Text transformation feature – dashes, "smart" quotes, etc.

ile commented 5 years ago

Would this be the correct plugin to handle things like:

Turn double dash (--) into – (endash)
Turn triple dash (---) into — (emdash)
In practice this would mean to turn double/triple dash + space into a wider dash.
https://en.wikipedia.org/wiki/Dash

Or

Turn "..." into “...”
Turn '...' into ‘...’ (or more "beautiful" quotation marks)

Or

If a text is selected (as in "painted") and then a quotation mark is typed, the selected text is wrapped in quotes.

If this would be the correct plugin, let's treat this issue as a feature request? Thank you.

scofalik commented 5 years ago

This topic was briefly discussed here: https://github.com/ckeditor/ckeditor5/issues/1366. The short answer is: it probably is possible to implement those transformations using what is already available in autoformat feature but those kinds of transformations weren't on our mind when we created InlineAutoformatEditing so I can't guarantee you that it will work flawlessly or that the integration will look good.

ile commented 5 years ago

Ok.

It would be nice to have a ckeditor-typography package, which would do something like this:

https://github.com/pnevyk/tipograph https://github.com/sapegin/richtypo.js

I know I could perhaps create it myself, and maybe I will, but if you did it, it would probably be correctly done from the beginning...

Reinmar commented 5 years ago

Agree.
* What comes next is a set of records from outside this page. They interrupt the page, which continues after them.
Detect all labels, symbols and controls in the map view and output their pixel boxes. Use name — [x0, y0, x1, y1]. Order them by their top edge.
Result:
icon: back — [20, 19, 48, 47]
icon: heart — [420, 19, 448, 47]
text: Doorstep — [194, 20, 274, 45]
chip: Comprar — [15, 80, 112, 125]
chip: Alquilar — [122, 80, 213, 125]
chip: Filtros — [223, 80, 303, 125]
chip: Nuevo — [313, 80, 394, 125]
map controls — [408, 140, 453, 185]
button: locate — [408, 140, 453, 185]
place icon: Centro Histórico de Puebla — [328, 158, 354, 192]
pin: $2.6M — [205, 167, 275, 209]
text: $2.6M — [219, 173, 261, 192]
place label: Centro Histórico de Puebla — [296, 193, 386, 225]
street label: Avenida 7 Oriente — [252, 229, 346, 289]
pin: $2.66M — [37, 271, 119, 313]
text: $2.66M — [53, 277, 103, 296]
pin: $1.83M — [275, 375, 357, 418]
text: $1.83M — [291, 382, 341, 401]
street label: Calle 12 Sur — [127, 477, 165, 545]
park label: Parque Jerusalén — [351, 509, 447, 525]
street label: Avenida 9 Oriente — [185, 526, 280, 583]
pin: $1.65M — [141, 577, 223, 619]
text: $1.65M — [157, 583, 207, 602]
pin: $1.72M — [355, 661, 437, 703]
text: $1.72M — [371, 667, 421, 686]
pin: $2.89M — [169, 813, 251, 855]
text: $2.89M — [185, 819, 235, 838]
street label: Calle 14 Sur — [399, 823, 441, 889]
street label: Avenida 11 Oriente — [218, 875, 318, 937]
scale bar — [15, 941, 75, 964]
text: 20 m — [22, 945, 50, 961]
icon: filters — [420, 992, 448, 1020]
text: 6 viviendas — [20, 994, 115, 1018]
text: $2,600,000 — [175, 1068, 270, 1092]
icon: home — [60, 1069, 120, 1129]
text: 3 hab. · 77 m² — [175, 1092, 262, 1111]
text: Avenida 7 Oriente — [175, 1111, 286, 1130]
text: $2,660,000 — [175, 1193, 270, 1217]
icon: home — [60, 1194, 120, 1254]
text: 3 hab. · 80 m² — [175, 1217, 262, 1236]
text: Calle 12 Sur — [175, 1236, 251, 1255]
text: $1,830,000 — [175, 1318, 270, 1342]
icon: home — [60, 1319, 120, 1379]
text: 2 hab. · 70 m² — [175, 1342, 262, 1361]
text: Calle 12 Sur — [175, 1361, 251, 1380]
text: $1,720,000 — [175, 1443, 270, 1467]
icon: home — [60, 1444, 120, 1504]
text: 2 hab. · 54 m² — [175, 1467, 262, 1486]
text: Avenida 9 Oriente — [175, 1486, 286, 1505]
We actually planned this package and there might've even been a ticket for it (can't find it though). The autoformatting feature is about formatting, so it's a bit different topic. Text transformations would be a separate thing.

I'm moving this ticket to the main repo and confirming.

mlewand commented 5 years ago

We were unable to fit this feature in the current iteration, however we added mentions (#998) which included some APIs (most importantly text watcher) that will be helpful while implementing this feature. We're looking to implement it during next iteration.

jodator commented 5 years ago

@mlewand the text watcher will probably be moved to other place. Also it needs some work to make it more usable - right now it is focused on the Mention feature needs. This should be properly exposed in next iteration.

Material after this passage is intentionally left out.